## [WHAT IS EXPECTED]
Word for word, retype every entry in the listing.
____
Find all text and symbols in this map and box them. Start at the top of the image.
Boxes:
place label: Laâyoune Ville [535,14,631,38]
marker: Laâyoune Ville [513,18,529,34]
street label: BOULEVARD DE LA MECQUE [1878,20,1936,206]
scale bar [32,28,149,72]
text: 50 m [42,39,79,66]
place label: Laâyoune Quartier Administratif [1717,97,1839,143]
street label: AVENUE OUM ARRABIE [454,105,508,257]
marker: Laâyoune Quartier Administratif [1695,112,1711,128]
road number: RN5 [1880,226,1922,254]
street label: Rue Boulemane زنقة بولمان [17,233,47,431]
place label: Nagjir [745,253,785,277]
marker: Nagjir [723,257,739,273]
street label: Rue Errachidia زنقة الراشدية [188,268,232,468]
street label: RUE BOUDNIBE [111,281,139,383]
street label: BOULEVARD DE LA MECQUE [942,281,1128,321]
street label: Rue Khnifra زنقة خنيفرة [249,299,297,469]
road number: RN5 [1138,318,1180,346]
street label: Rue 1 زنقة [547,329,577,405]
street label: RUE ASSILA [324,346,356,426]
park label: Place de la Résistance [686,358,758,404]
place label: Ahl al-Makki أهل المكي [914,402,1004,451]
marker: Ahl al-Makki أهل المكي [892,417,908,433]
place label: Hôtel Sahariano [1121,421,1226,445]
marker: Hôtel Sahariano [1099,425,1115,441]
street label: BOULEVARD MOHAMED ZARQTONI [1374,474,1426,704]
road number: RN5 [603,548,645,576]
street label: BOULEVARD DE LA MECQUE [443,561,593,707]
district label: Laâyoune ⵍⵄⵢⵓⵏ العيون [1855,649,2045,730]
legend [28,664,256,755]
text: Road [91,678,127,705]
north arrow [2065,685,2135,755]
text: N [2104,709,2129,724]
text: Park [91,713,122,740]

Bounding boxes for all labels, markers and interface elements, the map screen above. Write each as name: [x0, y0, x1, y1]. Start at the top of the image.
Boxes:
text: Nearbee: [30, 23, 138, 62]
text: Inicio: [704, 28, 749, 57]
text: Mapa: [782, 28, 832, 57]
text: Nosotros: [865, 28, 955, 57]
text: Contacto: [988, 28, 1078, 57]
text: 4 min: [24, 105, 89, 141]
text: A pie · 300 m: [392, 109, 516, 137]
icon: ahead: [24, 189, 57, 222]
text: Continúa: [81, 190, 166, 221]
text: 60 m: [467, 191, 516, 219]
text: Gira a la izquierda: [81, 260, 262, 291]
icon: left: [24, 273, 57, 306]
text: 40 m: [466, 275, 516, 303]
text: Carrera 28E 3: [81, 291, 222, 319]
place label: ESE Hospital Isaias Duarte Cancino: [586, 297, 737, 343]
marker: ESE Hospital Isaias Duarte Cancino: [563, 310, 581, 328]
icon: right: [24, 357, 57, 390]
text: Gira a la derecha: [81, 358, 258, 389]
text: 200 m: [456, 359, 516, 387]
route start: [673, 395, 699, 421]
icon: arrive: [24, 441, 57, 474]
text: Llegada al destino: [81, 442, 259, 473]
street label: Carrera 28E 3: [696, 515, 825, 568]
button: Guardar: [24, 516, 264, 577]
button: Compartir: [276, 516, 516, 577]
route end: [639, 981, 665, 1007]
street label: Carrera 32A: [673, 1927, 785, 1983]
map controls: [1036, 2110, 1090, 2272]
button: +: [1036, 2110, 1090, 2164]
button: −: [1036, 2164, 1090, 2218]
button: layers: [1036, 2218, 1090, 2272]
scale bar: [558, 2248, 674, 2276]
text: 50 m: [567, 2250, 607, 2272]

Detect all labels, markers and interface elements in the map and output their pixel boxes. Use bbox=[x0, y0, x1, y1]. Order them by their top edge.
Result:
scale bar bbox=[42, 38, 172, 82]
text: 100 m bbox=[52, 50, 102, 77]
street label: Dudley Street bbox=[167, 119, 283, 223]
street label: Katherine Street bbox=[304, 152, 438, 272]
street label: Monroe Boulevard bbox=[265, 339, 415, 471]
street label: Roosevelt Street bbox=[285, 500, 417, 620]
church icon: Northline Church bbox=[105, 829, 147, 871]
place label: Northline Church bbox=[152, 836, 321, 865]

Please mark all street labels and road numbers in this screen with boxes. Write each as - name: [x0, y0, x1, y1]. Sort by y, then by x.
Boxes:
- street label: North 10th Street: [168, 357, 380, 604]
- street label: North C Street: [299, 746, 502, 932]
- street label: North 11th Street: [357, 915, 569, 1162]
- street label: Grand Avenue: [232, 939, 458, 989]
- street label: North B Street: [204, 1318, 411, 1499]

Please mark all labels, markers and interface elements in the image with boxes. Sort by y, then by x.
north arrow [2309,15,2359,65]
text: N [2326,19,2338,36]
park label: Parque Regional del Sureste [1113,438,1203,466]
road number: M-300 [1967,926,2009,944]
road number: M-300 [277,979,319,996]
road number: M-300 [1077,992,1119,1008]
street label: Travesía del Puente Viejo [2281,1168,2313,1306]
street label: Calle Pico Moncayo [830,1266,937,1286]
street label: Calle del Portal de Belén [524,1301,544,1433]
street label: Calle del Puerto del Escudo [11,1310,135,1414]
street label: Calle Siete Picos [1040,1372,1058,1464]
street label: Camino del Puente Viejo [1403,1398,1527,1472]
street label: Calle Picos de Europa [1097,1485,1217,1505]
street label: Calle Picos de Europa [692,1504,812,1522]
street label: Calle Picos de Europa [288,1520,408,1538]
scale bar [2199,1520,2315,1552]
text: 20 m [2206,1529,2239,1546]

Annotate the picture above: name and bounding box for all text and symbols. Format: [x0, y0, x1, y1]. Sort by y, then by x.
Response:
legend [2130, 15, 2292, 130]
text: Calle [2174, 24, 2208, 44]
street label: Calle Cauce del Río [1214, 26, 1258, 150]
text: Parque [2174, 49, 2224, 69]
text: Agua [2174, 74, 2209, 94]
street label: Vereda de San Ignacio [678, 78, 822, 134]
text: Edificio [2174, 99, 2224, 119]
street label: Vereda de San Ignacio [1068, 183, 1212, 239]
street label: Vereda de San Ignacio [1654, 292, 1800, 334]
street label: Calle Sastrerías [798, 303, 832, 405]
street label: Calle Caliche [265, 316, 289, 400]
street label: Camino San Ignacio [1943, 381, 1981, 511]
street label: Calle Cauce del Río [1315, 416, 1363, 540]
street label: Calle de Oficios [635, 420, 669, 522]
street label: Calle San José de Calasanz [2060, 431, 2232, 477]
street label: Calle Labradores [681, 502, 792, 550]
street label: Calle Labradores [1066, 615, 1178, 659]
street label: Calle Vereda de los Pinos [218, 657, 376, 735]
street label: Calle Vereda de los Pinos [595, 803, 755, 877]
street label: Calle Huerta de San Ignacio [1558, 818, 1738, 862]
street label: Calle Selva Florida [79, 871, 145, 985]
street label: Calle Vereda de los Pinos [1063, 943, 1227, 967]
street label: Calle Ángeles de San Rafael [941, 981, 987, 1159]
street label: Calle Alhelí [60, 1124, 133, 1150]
____
## [SOLVED EXERCISE]
Find all text and symbols in this map and box them. Start at the top of the image.
Boxes:
place label: Laâyoune Ville [535,14,631,38]
marker: Laâyoune Ville [513,18,529,34]
street label: BOULEVARD DE LA MECQUE [1878,20,1936,206]
scale bar [32,28,149,72]
text: 50 m [42,39,79,66]
place label: Laâyoune Quartier Administratif [1717,97,1839,143]
street label: AVENUE OUM ARRABIE [454,105,508,257]
marker: Laâyoune Quartier Administratif [1695,112,1711,128]
road number: RN5 [1880,226,1922,254]
street label: Rue Boulemane زنقة بولمان [17,233,47,431]
place label: Nagjir [745,253,785,277]
marker: Nagjir [723,257,739,273]
street label: Rue Errachidia زنقة الراشدية [188,268,232,468]
street label: RUE BOUDNIBE [111,281,139,383]
street label: BOULEVARD DE LA MECQUE [942,281,1128,321]
street label: Rue Khnifra زنقة خنيفرة [249,299,297,469]
road number: RN5 [1138,318,1180,346]
street label: Rue 1 زنقة [547,329,577,405]
street label: RUE ASSILA [324,346,356,426]
park label: Place de la Résistance [686,358,758,404]
place label: Ahl al-Makki أهل المكي [914,402,1004,451]
marker: Ahl al-Makki أهل المكي [892,417,908,433]
place label: Hôtel Sahariano [1121,421,1226,445]
marker: Hôtel Sahariano [1099,425,1115,441]
street label: BOULEVARD MOHAMED ZARQTONI [1374,474,1426,704]
road number: RN5 [603,548,645,576]
street label: BOULEVARD DE LA MECQUE [443,561,593,707]
district label: Laâyoune ⵍⵄⵢⵓⵏ العيون [1855,649,2045,730]
legend [28,664,256,755]
text: Road [91,678,127,705]
north arrow [2065,685,2135,755]
text: N [2104,709,2129,724]
text: Park [91,713,122,740]

Bounding boxes for all labels, markers and interface elements, the map screen above. Write each as name: [x0, y0, x1, y1]. Start at the top of the image.
Boxes:
text: Nearbee: [30, 23, 138, 62]
text: Inicio: [704, 28, 749, 57]
text: Mapa: [782, 28, 832, 57]
text: Nosotros: [865, 28, 955, 57]
text: Contacto: [988, 28, 1078, 57]
text: 4 min: [24, 105, 89, 141]
text: A pie · 300 m: [392, 109, 516, 137]
icon: ahead: [24, 189, 57, 222]
text: Continúa: [81, 190, 166, 221]
text: 60 m: [467, 191, 516, 219]
text: Gira a la izquierda: [81, 260, 262, 291]
icon: left: [24, 273, 57, 306]
text: 40 m: [466, 275, 516, 303]
text: Carrera 28E 3: [81, 291, 222, 319]
place label: ESE Hospital Isaias Duarte Cancino: [586, 297, 737, 343]
marker: ESE Hospital Isaias Duarte Cancino: [563, 310, 581, 328]
icon: right: [24, 357, 57, 390]
text: Gira a la derecha: [81, 358, 258, 389]
text: 200 m: [456, 359, 516, 387]
route start: [673, 395, 699, 421]
icon: arrive: [24, 441, 57, 474]
text: Llegada al destino: [81, 442, 259, 473]
street label: Carrera 28E 3: [696, 515, 825, 568]
button: Guardar: [24, 516, 264, 577]
button: Compartir: [276, 516, 516, 577]
route end: [639, 981, 665, 1007]
street label: Carrera 32A: [673, 1927, 785, 1983]
map controls: [1036, 2110, 1090, 2272]
button: +: [1036, 2110, 1090, 2164]
button: −: [1036, 2164, 1090, 2218]
button: layers: [1036, 2218, 1090, 2272]
scale bar: [558, 2248, 674, 2276]
text: 50 m: [567, 2250, 607, 2272]

Detect all labels, markers and interface elements in the map and output their pixel boxes. Use bbox=[x0, y0, x1, y1]. Order them by their top edge.
Result:
scale bar bbox=[42, 38, 172, 82]
text: 100 m bbox=[52, 50, 102, 77]
street label: Dudley Street bbox=[167, 119, 283, 223]
street label: Katherine Street bbox=[304, 152, 438, 272]
street label: Monroe Boulevard bbox=[265, 339, 415, 471]
street label: Roosevelt Street bbox=[285, 500, 417, 620]
church icon: Northline Church bbox=[105, 829, 147, 871]
place label: Northline Church bbox=[152, 836, 321, 865]

Please mark all street labels and road numbers in this screen with boxes. Write each as - name: [x0, y0, x1, y1]. Sort by y, then by x.
Boxes:
- street label: North 10th Street: [168, 357, 380, 604]
- street label: North C Street: [299, 746, 502, 932]
- street label: North 11th Street: [357, 915, 569, 1162]
- street label: Grand Avenue: [232, 939, 458, 989]
- street label: North B Street: [204, 1318, 411, 1499]

Please mark all labels, markers and interface elements in the image with boxes. Sort by y, then by x.
north arrow [2309,15,2359,65]
text: N [2326,19,2338,36]
park label: Parque Regional del Sureste [1113,438,1203,466]
road number: M-300 [1967,926,2009,944]
road number: M-300 [277,979,319,996]
road number: M-300 [1077,992,1119,1008]
street label: Travesía del Puente Viejo [2281,1168,2313,1306]
street label: Calle Pico Moncayo [830,1266,937,1286]
street label: Calle del Portal de Belén [524,1301,544,1433]
street label: Calle del Puerto del Escudo [11,1310,135,1414]
street label: Calle Siete Picos [1040,1372,1058,1464]
street label: Camino del Puente Viejo [1403,1398,1527,1472]
street label: Calle Picos de Europa [1097,1485,1217,1505]
street label: Calle Picos de Europa [692,1504,812,1522]
street label: Calle Picos de Europa [288,1520,408,1538]
scale bar [2199,1520,2315,1552]
text: 20 m [2206,1529,2239,1546]

Annotate the picture above: name and bounding box for all text and symbols. Format: [x0, y0, x1, y1]. Sort by y, then by x.
Response:
legend [2130, 15, 2292, 130]
text: Calle [2174, 24, 2208, 44]
street label: Calle Cauce del Río [1214, 26, 1258, 150]
text: Parque [2174, 49, 2224, 69]
text: Agua [2174, 74, 2209, 94]
street label: Vereda de San Ignacio [678, 78, 822, 134]
text: Edificio [2174, 99, 2224, 119]
street label: Vereda de San Ignacio [1068, 183, 1212, 239]
street label: Vereda de San Ignacio [1654, 292, 1800, 334]
street label: Calle Sastrerías [798, 303, 832, 405]
street label: Calle Caliche [265, 316, 289, 400]
street label: Camino San Ignacio [1943, 381, 1981, 511]
street label: Calle Cauce del Río [1315, 416, 1363, 540]
street label: Calle de Oficios [635, 420, 669, 522]
street label: Calle San José de Calasanz [2060, 431, 2232, 477]
street label: Calle Labradores [681, 502, 792, 550]
street label: Calle Labradores [1066, 615, 1178, 659]
street label: Calle Vereda de los Pinos [218, 657, 376, 735]
street label: Calle Vereda de los Pinos [595, 803, 755, 877]
street label: Calle Huerta de San Ignacio [1558, 818, 1738, 862]
street label: Calle Selva Florida [79, 871, 145, 985]
street label: Calle Vereda de los Pinos [1063, 943, 1227, 967]
street label: Calle Ángeles de San Rafael [941, 981, 987, 1159]
street label: Calle Alhelí [60, 1124, 133, 1150]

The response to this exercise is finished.